Oklahoma Baptist University

OBU Students Participate in Arab League Simulation

While about 20 countries are represented on the campus, a handful of OBU students have the opportunity to interact with other internationals and tackle significant issues in an academic setting each spring.

OBU has been participating in the National Council on U.S.-Arab Relations’ Model Arab League since 1992. Earlier this year, five OBU students represented Saudi Arabia in the meeting at Baylor University in Waco, Texas.

OBU participants were Mirela Azevedo, on the Palestinian Affairs committee; Cameron Blakemore, on the Interior committee; Glenn Tappert, the head delegate and part of the Joint Defense committee; Casey Thompson, on the Environmental committee; and Danae VanSickle, on the Social committee. Azevedo, Blakemore, Tappert, and Thompson were all awarded honorable mention in their respective committees.

The Model Arab League is a leadership program designed to help students learn to think on their feet as they pose as Arab diplomats, struggling through the world’s problems and trying to reach a policy consensus. The students are given a drafted agenda which becomes the basis of their research for a two-page policy statement which they have to bring into their committee meetings and discuss with their fellow committee members.
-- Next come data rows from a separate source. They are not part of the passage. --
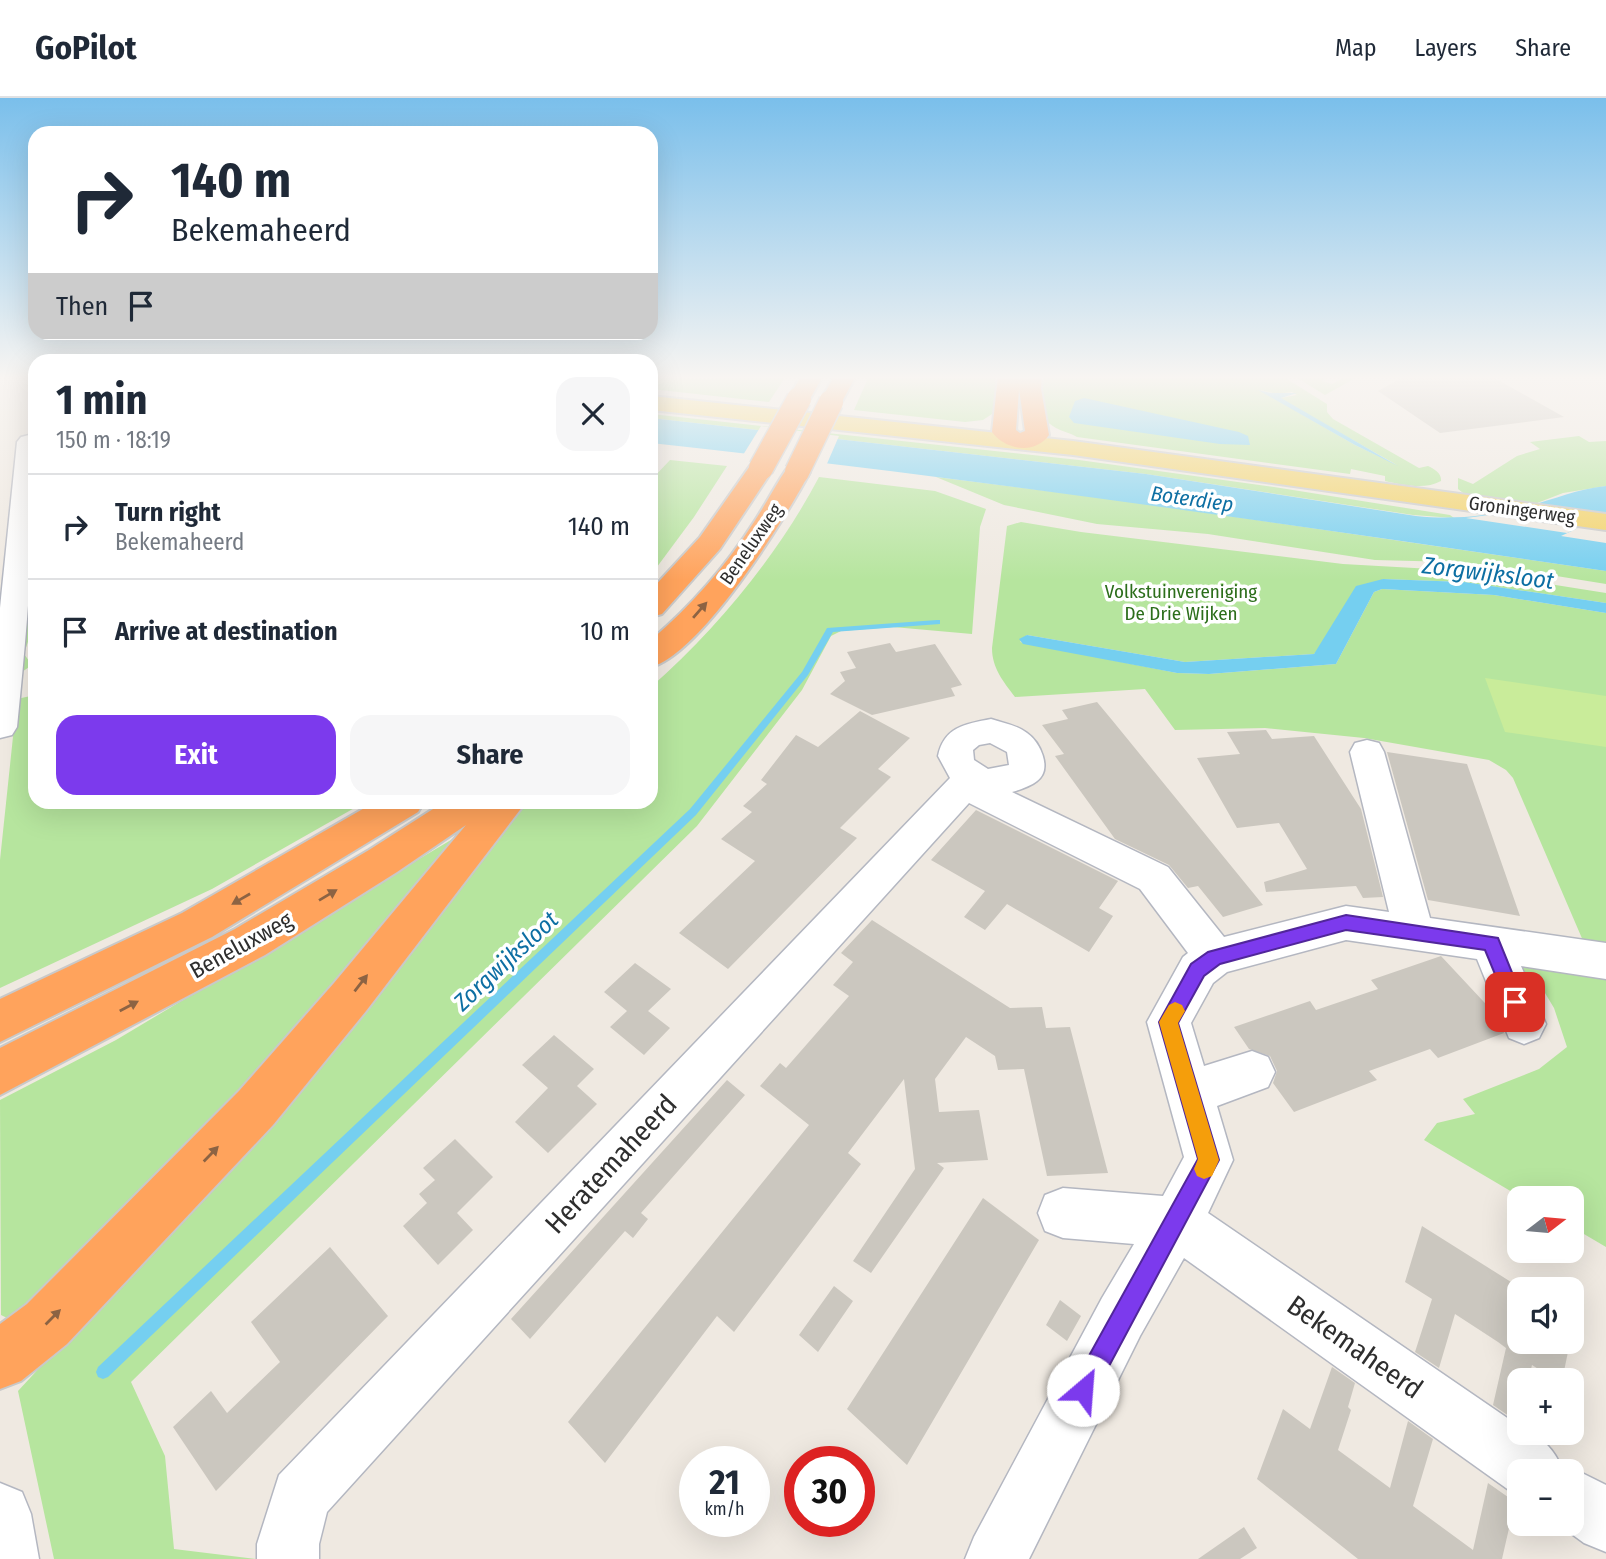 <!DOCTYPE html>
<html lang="en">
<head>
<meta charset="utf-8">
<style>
	:root { --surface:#fff; --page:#f6f6f7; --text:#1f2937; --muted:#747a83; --line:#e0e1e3; --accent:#7c3aed }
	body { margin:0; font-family:"Fira Sans Condensed",sans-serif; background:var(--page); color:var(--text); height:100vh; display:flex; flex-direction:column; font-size:26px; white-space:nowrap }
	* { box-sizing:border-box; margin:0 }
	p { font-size:23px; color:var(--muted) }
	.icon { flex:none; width:38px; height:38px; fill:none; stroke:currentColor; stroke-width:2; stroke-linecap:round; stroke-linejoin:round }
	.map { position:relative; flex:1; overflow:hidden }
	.panel { position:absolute; left:28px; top:256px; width:630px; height:455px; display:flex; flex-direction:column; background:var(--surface); border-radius:21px; box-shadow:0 7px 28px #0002 }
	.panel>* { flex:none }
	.top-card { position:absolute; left:28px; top:28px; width:630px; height:214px; border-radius:21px; box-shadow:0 7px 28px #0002; background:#fff; color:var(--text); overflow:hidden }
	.needle { width:46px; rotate:74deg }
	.fabs { position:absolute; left:1507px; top:1088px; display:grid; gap:14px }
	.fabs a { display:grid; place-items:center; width:77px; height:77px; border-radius:14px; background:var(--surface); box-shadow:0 7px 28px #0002; font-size:35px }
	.speed { position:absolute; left:679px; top:1348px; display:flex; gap:14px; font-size:35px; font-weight:700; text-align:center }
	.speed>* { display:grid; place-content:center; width:91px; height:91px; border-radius:50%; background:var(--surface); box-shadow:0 7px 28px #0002; line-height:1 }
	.speed small { font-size:18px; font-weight:400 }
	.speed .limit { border:10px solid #d22; background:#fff; color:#111 }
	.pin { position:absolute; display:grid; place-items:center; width:60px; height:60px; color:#fff; margin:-30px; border-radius:14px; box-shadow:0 4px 10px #0006 }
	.me { position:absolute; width:77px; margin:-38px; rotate:27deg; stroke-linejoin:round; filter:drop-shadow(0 0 5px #0008) }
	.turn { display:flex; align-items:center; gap:24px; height:147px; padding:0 28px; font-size:32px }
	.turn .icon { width:91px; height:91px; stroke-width:2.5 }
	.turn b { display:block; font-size:49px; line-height:60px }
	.then { display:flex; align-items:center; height:66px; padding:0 28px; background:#0003; gap:14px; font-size:26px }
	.round { display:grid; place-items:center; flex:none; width:74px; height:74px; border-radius:21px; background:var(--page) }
	.overview { display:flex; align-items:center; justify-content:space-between; height:119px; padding:0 28px }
	h1 { font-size:42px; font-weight:700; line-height:52px }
	.cta { display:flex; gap:14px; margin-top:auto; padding:14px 28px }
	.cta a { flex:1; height:80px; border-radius:21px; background:var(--accent); color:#fff; font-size:28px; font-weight:700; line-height:80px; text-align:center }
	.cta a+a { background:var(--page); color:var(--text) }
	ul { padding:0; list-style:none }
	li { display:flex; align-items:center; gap:21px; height:105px; padding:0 28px; border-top:2px solid var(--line) }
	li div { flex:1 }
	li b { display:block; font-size:26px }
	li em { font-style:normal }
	header { display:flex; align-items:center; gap:42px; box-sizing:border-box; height:98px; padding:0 35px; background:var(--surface); border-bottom:2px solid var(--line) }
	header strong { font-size:33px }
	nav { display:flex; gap:38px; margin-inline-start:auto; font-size:24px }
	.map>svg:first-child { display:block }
</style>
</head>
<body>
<header>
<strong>GoPilot</strong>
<nav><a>Map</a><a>Layers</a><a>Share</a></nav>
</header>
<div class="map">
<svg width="1606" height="1461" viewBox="0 0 1606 1461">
	<rect width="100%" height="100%" fill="#efe9e1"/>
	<!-- green -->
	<path fill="#b6e59e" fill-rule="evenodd" d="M651 278 697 281 786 278 769 304 651 291Z
		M869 278H1002L995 314 983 322 965 324 854 312Z
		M1036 278H1282L1327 306V314L1333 321 1419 370 1428 368C1434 371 1442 375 1441 383 1425 392 1403 387 1385 383V378L1351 371 1350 376 1077 339C1071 335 1063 334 1056 330 1036 319 1038 297 1036 278ZM1260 292 1277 296 1292 294 1297 297 1281 300 1282 302 1397 367 1355 347Z
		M1294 278H1330L1322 283 1332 286 1347 278H1359L1325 297Z
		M651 316 1079 362 1274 389 1450 417 1454 420 1413 417 1146 376 651 320Z
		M1579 338 1589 344 1606 343V388L1563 395 1532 407 1467 398 1458 391V380L1473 386 1517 358 1540 351 1530 344Z
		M670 362 727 368 694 419 651 477V382Z
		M819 379 935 393 986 411 980 429 972 536 893 529 841 533 831 538 802 592 697 728 131 1284 165 1358 174 1451 256 1461H54L18 1293 290 999 470 762 527 704H651V589C717 531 778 457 819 379Z
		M936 379 1119 402 1606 473V486L1494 468 1453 464 1375 462 1208 436 1097 426 1004 407Z
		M35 415V522L24 556 32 567 19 576Z
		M1021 424 1081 434 1343 466 1468 473 1606 495V505L1464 484 1383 481 1314 556 1185 564 1027 537 1020 544 1177 575 1209 576 1336 566 1374 494 1382 491 1494 497 1606 515V855L1587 852 1513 680 1506 672 1489 662 1364 640 1265 630 1175 632 1145 591 1015 599C1003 583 992 570 992 550L1007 428Z
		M35 597V704H365L212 791 0 890V762L17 601Z
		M476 727 286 961 13 1223 1 1217 0 1002 116 942Z
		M1521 868 1606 871V1149L1572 1129V1101H1524L1424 1042 1437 1025 1475 1016 1463 1001 1539 971 1567 949 1554 910 1545 895 1531 894Z"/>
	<!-- pitch -->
	<path fill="#c9ec9a" d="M1485 580 1606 598V649L1505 634Z"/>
	<!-- water -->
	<path fill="#75cff0" d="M1258 292 1271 295H1297L1281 300 1398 368 1355 347Z
		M1084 300 1239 334 1248 338 1250 347 1220 346 1074 325 1069 319 1075 303Z
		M651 320 1146 376 1416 418C1455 422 1490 418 1528 408 1556 401 1576 391 1606 388V417L1561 438 1606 445V473C1288 426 970 380 651 345Z
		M1383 481 1464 484 1606 505V515L1494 497 1382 491 1374 494 1336 566 1209 576 1177 575 1023 546 1019 541 1027 537 1185 564 1314 556 1356 488Z"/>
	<!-- pier -->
	<path fill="#efe9e1" d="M761 328 839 338 826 368 743 357Z
		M1496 416 1583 428 1567 435 1466 420Z"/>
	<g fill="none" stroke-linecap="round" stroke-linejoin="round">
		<!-- stream -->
		<path fill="#75cff0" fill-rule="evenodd" d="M937 522H940V526L833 534 808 577 696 717 108 1279 103 1281 98 1279 96 1274 98 1269 690 711 802 574 827 530Z"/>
	</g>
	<!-- building -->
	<path fill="#cbc7bf" d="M1405 278H1491L1564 319 1440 335 1378 293Z
		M890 545 896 554 935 546 962 587 951 590 955 598 872 617 830 596 845 583 840 574 856 570 847 554Z
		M1097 604 1112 622 1263 807 1223 819 1198 788 1188 790 1169 767 1115 741 1055 658 1064 656 1042 627 1068 621 1062 612Z
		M860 613 910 640 878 671 891 679 840 730 857 740 728 871 679 835 755 763 721 741 752 714 743 708 767 686 761 682 796 637 818 649Z
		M1266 632 1272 641 1314 638 1361 711 1383 799 1363 800 1356 788 1266 794 1264 784 1307 771 1279 725 1237 730 1197 660 1240 656 1227 634Z
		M1387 654 1467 666 1520 818 1428 802Z
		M976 712 1118 783 1099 810 1113 818 1089 854 1007 806 985 832 964 819 985 793 931 762Z
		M872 822 1010 910 1042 909 1046 930 1070 929 1108 1075 1047 1078 1024 971 998 972 995 958 966 939 935 981 939 1014 979 1012 988 1062 937 1065 944 1070 871 1175 853 1163 915 1071 904 981 848 1055 861 1066 734 1234 717 1218 605 1365 568 1324 809 1027 760 988 780 965 786 970 849 898 833 887 853 864 841 855Z
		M1441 858 1497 918 1504 935 1438 960 1430 951 1369 973 1377 982 1294 1014 1273 985 1277 973 1270 958 1249 951 1234 929 1310 903 1316 912 1378 891 1371 882Z
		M635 865 671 891 648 913 670 930 644 957 610 929 627 913 604 894Z
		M554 937 594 971 577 988 597 1006 548 1055 515 1024 548 990 522 967Z
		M727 982 745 997 641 1115 648 1121 633 1140 625 1133 530 1241 511 1221Z
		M455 1041 493 1079 457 1115 473 1132 438 1167 403 1128 427 1105 419 1096 435 1082 423 1070Z
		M983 1100 1039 1142 907 1367 847 1311Z
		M1422 1128 1519 1189V1244H1570L1562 1283H1557L1532 1267 1528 1283H1519V1325L1493 1307 1506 1250 1498 1244 1455 1216 1439 1270 1415 1254 1432 1201 1405 1184Z
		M330 1149 388 1218 216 1393 173 1329 211 1293 227 1315 280 1264 251 1224Z
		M834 1188 853 1203 818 1254 799 1237Z
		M1060 1202 1081 1218 1067 1243 1046 1227Z
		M1332 1269 1355 1285 1348 1309 1351 1312 1338 1352 1390 1390 1408 1323 1433 1341 1413 1408 1473 1452 1488 1385 1515 1404 1502 1461H1358L1257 1381 1283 1311 1310 1331Z
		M1244 1429 1257 1450 1240 1461H1198Z"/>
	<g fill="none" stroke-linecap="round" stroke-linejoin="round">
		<!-- minor casing -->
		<g stroke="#b4b7c1" stroke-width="3">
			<path id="minor" d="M29 337 35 339C35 436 27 532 17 629L12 637 0 640V510L17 344 21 339Z
				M991 621C1003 625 1017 627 1027 635 1040 644 1053 671 1037 683 1031 688 1019 692 1012 694L1168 769 1224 839 1346 808 1389 814 1350 654 1355 645 1367 642 1379 645 1384 654 1430 820 1606 845V881L1521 868 1546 926 1539 940 1524 946 1509 940 1477 861 1346 842 1227 874 1213 885 1191 925 1204 968 1252 953 1268 959 1275 974 1268 989 1217 1008 1233 1062 1208 1115 1519 1328V1335C1542 1335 1556 1354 1563 1373L1572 1370 1606 1387V1454L1584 1445 1558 1426H1572V1374H1519V1398L1513 1395 1184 1160 1140 1238 1029 1461H965L974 1439 1102 1200 1134 1146 1063 1140 1045 1133 1038 1115 1045 1097 1063 1090 1163 1098 1184 1059 1147 924 1183 859 1188 855 1140 791 969 705 327 1414 319 1446V1461H257V1446L279 1377 950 680 938 658C944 629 965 626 991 621ZM990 645 1007 654 1009 667 988 671 974 662 973 652 979 647Z
				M0 1385 22 1394 31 1416 39 1461H0Z"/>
		</g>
		<!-- major casing -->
		<g stroke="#c9c9c9" stroke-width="4">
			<path id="major" d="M651 298 1073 343 1606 416V432L1073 357 651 312Z"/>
		</g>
		<!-- highway casing -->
		<g stroke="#c9c9c9" stroke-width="4">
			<path id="highway" d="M801 278H823L807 306H791L788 301Z
				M834 278H856L839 309H823L820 304Z
				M998 278H1020L1016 332 1020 335 1025 333 1019 291 1020 278H1042L1041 291 1049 337C1035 357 1005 352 992 334Z
				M761 362 770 365 774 370 720 451 662 516 651 519V492L700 439 752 365Z
				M797 366 806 369 810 374C785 421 701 556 651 569V542C691 508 726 468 754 424 766 406 776 386 788 369Z
				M375 704H424L418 714 212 839 0 944V901L182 815Z
				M444 704H526L366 913 273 1027 67 1246 21 1283 0 1291V1226L27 1206 239 993 334 885 466 727 397 774 265 857 0 997V950L235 831 369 752Z"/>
		</g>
		<!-- minor -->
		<use href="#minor" fill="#fff" fill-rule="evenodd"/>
		<!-- major -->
		<use href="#major" fill="#f2d163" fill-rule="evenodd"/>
		<!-- highway -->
		<use href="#highway" fill="#ffa35c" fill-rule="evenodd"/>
		<!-- highway-bridge casing -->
		<g stroke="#c9c9c9" stroke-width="27" stroke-linecap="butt">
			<path id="highway-bridge" d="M761 370 799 301
				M797 374 831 304"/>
		</g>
		<!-- highway-bridge -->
		<use href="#highway-bridge" stroke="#ffa35c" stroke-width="24"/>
	</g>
	<!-- one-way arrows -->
	<defs><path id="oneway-solid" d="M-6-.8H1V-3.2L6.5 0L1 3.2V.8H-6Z" transform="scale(1.75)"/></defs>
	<g fill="#8c6343">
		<use href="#oneway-solid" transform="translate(700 512) rotate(-49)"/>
		<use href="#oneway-solid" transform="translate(328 797) rotate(-31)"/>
		<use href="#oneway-solid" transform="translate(241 801) rotate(150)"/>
		<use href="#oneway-solid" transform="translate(361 885) rotate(-52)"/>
		<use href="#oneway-solid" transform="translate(129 908) rotate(-28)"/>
		<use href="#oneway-solid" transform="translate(211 1056) rotate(-46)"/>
		<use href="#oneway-solid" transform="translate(53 1219) rotate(-45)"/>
	</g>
	<!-- sky -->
	<linearGradient id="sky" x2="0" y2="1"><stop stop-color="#7abfeb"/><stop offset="0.58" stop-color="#f8f5f2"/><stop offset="1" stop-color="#f8f5f2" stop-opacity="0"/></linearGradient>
	<rect width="1606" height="482" fill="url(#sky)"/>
	<!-- route -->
	<path fill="#7c3aed" stroke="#51269a" stroke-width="2" d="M1346 817 1498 840 1524 904 1522 910 1515 913 1509 910 1485 852 1346 832 1220 866 1204 878 1178 925 1219 1062 1092 1300 1083 1304 1075 1300 1071 1292 1075 1283 1198 1061 1159 924 1191 866 1208 854Z"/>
	<!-- slow -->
	<path fill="#f59e0b" d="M1175 904 1182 907 1185 913 1178 925 1219 1062 1212 1078 1204 1081 1197 1078 1194 1071 1198 1061 1159 924 1169 907Z"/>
	<g text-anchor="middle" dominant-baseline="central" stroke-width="7" stroke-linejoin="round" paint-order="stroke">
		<!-- far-street labels -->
		<g font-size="19" fill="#2e2e2e" stroke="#fff">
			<text transform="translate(1522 412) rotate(8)">Groningerweg</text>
			<text transform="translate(751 446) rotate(-55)">Beneluxweg</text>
		</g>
		<!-- far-park labels -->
		<g font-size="19" fill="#2c6e1b" stroke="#fff">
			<text x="1181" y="493">Volkstuinvereniging<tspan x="1181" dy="22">De Drie Wijken</tspan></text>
		</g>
		<!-- far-water labels -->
		<g font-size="21" font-style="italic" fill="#0d6fa3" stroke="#fff">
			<text transform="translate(1192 401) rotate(8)">Boterdiep</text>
		</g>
		<!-- street labels -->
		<g font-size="23" fill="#2e2e2e" stroke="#fff">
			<text transform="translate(241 847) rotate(-29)">Beneluxweg</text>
		</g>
		<!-- water labels -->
		<g font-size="24" font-style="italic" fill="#0d6fa3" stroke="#fff">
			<text transform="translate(1488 475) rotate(7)">Zorgwijksloot</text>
			<text transform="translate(506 863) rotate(-43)">Zorgwijksloot</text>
		</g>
		<!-- near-street labels -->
		<g font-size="28" fill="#2e2e2e" stroke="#fff">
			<text transform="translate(611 1066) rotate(-47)">Heratemaheerd</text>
			<text transform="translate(1355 1249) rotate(35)">Bekemaheerd</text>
		</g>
	</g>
</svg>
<div class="fabs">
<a><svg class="needle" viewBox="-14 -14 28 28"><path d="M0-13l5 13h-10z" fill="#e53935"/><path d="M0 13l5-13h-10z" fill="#747a83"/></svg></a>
<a><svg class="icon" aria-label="sound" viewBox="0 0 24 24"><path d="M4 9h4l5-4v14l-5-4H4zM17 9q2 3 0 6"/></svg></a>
<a>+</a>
<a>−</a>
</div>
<div class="speed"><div>21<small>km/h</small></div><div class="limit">30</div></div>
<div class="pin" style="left:1515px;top:904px;background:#d93025"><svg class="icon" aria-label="arrive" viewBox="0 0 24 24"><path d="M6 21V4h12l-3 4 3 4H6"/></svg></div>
<svg class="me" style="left:1083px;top:1292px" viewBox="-20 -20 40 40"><circle r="19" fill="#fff"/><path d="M0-13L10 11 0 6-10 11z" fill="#7c3aed"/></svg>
<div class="top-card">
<div class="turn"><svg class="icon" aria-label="right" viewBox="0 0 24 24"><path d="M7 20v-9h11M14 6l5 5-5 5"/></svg><div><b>140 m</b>Bekemaheerd</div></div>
<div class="then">Then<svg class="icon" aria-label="arrive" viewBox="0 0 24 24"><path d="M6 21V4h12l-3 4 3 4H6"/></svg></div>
</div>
<section class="panel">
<div class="overview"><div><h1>1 min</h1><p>150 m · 18:19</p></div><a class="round"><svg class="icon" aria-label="close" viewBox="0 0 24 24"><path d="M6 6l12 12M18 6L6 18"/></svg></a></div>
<ul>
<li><svg class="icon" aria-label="right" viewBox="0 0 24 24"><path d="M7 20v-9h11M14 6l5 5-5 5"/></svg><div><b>Turn right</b><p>Bekemaheerd</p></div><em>140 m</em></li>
<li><svg class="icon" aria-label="arrive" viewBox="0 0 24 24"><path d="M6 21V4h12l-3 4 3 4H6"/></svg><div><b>Arrive at destination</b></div><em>10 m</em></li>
</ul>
<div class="cta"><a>Exit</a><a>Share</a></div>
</section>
</div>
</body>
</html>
“The entire point of this simulation is to pass a resolution that addresses various issues in the Middle East,” said Tappert, who has attended three Arab League Simulations including a national simulation in Washington D.C. “You have to compromise and really learn to work with others, frequently even with people you wouldn’t normally associate with.”

“The simulation is really a wonderful opportunity for students to find themselves in real world situations,” said Dr. Glenn Sanders, OBU professor of history. “It’s also a good opportunity for them to build good oral argument skills. Students involved learn how to write memos and how to perform precise web-based research, but one of the primary benefits is that they get to meet and interact with international students.”

“My favorite part of the simulation was interacting with people outside of the committee meetings,” said Tappert. “People that go tend to have a wide range of interests and when they get together in a situation where debate and discussion are encouraged there are always interesting conversations.”

OBU students are scheduled to represent Iraq and Palestine at the 2006 simulation, which will take place at the University of North Texas. There is a class associated with the simulation, and it will begin meeting in the spring semester and will continue until the simulation, which takes place over two and a half days.